Although the data below holds other lines too, output only those from the line with "Instruction: Convert the map screen" up to and including the line with "I am building", exactly as they appear.

(Dataset entries)
########

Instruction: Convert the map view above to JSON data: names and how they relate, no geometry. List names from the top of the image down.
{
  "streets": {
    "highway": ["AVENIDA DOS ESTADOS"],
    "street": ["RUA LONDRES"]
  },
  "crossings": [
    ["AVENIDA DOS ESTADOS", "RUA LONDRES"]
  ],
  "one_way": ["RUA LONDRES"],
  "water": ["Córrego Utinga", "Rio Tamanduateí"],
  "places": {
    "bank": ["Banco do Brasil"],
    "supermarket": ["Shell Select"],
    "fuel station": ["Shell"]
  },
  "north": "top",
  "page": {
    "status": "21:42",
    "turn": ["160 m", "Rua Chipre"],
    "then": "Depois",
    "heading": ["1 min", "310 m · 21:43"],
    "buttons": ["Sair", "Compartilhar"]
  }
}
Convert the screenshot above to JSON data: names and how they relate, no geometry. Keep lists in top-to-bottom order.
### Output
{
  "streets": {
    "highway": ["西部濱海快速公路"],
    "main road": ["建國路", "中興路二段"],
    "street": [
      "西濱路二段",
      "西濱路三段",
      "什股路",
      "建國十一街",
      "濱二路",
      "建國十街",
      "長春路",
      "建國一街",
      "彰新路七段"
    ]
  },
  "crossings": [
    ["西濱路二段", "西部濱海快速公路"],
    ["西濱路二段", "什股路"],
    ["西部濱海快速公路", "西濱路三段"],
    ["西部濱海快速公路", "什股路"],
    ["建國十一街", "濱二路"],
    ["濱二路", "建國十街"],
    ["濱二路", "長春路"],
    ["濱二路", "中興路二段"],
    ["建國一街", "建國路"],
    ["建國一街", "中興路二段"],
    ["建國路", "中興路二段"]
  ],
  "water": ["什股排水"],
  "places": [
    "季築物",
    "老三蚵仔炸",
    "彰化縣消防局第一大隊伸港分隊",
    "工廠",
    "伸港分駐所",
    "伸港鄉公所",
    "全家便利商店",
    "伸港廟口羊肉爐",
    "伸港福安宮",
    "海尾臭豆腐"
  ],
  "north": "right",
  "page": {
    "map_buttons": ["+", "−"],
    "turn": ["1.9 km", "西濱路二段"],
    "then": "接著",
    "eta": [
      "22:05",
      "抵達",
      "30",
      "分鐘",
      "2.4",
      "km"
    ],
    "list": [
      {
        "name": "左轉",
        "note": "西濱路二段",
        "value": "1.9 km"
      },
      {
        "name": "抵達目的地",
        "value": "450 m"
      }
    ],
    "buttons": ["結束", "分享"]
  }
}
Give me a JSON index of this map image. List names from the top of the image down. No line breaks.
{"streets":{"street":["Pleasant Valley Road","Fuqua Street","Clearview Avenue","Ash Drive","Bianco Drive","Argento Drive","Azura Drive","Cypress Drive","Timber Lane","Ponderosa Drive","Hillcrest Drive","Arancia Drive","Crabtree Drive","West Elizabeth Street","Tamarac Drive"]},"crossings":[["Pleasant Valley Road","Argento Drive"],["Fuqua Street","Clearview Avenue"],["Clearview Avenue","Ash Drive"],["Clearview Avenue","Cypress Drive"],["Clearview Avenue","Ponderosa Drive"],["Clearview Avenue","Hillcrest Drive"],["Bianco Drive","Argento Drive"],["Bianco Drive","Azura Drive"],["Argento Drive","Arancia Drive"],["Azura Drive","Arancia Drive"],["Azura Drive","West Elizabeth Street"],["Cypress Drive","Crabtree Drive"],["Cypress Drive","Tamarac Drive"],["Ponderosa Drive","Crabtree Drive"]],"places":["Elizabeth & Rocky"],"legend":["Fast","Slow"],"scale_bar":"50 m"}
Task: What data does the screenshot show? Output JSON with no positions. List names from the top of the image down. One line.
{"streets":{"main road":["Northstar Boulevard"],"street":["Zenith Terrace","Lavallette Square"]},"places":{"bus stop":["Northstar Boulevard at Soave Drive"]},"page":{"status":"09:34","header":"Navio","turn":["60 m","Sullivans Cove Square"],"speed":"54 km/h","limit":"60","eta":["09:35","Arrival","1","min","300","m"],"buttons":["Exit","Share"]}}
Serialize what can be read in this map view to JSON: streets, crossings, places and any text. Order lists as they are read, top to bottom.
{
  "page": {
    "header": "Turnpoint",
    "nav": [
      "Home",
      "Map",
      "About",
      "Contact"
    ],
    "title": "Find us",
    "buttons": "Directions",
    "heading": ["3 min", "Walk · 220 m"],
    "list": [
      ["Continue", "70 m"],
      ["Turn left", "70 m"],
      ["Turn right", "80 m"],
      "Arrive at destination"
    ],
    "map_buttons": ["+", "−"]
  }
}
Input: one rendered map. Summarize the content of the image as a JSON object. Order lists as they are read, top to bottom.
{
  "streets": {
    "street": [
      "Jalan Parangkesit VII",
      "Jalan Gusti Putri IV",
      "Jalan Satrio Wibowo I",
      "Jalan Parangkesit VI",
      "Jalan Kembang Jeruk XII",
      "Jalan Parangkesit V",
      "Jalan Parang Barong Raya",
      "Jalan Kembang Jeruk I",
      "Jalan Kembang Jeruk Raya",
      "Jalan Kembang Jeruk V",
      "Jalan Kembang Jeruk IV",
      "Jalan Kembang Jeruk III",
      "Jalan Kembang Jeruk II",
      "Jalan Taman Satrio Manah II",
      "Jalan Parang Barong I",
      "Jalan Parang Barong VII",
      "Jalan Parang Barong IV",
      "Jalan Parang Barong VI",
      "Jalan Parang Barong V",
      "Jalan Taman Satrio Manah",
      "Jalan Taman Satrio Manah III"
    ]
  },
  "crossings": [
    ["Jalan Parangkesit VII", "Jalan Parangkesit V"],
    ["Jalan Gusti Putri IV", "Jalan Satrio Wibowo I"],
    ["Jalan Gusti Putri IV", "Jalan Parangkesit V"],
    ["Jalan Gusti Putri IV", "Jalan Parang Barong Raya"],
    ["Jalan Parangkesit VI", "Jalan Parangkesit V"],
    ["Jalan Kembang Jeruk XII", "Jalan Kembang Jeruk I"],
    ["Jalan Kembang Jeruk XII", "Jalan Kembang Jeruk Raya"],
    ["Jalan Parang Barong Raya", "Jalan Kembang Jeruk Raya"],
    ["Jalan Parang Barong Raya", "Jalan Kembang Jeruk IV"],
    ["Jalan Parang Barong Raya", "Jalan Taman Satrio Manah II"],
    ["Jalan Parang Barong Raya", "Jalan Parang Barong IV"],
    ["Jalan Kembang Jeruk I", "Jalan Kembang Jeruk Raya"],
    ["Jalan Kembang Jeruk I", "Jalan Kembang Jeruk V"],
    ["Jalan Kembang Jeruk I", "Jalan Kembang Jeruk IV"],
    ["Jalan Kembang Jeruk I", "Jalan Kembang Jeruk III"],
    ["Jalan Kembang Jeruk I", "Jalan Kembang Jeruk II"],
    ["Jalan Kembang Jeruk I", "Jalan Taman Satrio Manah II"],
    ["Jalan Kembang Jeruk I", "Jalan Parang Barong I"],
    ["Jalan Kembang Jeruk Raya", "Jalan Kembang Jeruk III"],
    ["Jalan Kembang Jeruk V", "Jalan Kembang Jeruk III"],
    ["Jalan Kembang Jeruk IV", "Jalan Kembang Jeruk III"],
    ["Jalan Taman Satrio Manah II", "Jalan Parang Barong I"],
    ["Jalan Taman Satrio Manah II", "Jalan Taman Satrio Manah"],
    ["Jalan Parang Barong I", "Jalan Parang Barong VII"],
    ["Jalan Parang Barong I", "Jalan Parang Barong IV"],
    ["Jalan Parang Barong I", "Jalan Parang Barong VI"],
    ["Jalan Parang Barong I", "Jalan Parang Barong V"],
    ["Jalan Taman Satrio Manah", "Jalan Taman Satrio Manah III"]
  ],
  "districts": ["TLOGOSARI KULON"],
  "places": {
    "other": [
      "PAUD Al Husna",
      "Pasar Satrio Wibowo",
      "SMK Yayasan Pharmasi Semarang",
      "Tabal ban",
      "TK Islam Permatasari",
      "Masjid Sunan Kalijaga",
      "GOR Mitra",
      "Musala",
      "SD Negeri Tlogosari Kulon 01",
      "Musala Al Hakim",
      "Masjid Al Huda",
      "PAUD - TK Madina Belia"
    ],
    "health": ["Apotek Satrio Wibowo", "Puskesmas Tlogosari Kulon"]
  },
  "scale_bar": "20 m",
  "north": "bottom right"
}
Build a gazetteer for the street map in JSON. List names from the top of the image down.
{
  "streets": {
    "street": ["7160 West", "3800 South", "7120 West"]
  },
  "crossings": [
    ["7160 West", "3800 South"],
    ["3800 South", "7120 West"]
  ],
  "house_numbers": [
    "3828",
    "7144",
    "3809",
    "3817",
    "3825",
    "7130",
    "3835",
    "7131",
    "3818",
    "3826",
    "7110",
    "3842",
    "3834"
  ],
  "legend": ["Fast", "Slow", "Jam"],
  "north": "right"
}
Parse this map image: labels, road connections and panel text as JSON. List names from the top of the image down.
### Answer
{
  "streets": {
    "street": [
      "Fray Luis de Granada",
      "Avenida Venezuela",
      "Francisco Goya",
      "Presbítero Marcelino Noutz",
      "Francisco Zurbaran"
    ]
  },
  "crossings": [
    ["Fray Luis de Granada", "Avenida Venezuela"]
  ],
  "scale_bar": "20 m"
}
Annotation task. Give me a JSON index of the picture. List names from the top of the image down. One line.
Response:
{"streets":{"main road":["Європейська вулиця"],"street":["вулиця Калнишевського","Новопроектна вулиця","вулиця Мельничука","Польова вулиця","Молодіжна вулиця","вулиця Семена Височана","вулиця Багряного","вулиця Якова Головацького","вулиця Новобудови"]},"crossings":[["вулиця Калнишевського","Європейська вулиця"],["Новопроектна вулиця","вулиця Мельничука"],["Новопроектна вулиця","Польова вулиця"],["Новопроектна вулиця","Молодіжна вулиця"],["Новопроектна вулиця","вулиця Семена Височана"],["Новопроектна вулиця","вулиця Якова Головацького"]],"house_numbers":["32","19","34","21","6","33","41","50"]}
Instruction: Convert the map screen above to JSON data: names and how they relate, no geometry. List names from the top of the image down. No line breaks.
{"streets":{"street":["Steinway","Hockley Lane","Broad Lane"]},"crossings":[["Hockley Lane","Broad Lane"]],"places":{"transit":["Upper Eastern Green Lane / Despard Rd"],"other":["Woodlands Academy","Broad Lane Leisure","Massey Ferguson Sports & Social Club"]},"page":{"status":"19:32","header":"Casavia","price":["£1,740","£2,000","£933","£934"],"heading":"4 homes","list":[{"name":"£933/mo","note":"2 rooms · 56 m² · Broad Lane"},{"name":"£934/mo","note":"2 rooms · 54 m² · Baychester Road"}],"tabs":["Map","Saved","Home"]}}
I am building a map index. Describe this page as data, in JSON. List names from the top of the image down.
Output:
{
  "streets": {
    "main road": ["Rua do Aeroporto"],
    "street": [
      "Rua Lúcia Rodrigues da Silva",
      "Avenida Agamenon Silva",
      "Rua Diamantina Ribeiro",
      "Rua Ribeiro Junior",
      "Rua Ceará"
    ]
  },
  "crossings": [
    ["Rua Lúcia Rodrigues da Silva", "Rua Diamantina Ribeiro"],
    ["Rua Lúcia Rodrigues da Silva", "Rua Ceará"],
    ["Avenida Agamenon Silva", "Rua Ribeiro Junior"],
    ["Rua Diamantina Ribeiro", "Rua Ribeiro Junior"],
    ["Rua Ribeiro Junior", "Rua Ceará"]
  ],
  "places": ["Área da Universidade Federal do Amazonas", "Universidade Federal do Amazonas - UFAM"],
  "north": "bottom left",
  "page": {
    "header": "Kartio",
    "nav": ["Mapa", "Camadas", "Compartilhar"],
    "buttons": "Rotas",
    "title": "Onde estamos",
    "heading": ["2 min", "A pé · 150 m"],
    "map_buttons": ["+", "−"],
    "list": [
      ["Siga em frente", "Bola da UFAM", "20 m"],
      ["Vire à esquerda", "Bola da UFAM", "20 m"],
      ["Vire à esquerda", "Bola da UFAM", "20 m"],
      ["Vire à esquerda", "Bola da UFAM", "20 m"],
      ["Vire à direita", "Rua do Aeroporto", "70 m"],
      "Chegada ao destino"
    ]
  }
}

########

WORKED SOLUTION>
Instruction: Convert the map screen above to JSON data: names and how they relate, no geometry. List names from the top of the image down. No line breaks.
{"streets":{"street":["Steinway","Hockley Lane","Broad Lane"]},"crossings":[["Hockley Lane","Broad Lane"]],"places":{"transit":["Upper Eastern Green Lane / Despard Rd"],"other":["Woodlands Academy","Broad Lane Leisure","Massey Ferguson Sports & Social Club"]},"page":{"status":"19:32","header":"Casavia","price":["£1,740","£2,000","£933","£934"],"heading":"4 homes","list":[{"name":"£933/mo","note":"2 rooms · 56 m² · Broad Lane"},{"name":"£934/mo","note":"2 rooms · 54 m² · Baychester Road"}],"tabs":["Map","Saved","Home"]}}
I am building a map index. Describe this page as data, in JSON. List names from the top of the image down.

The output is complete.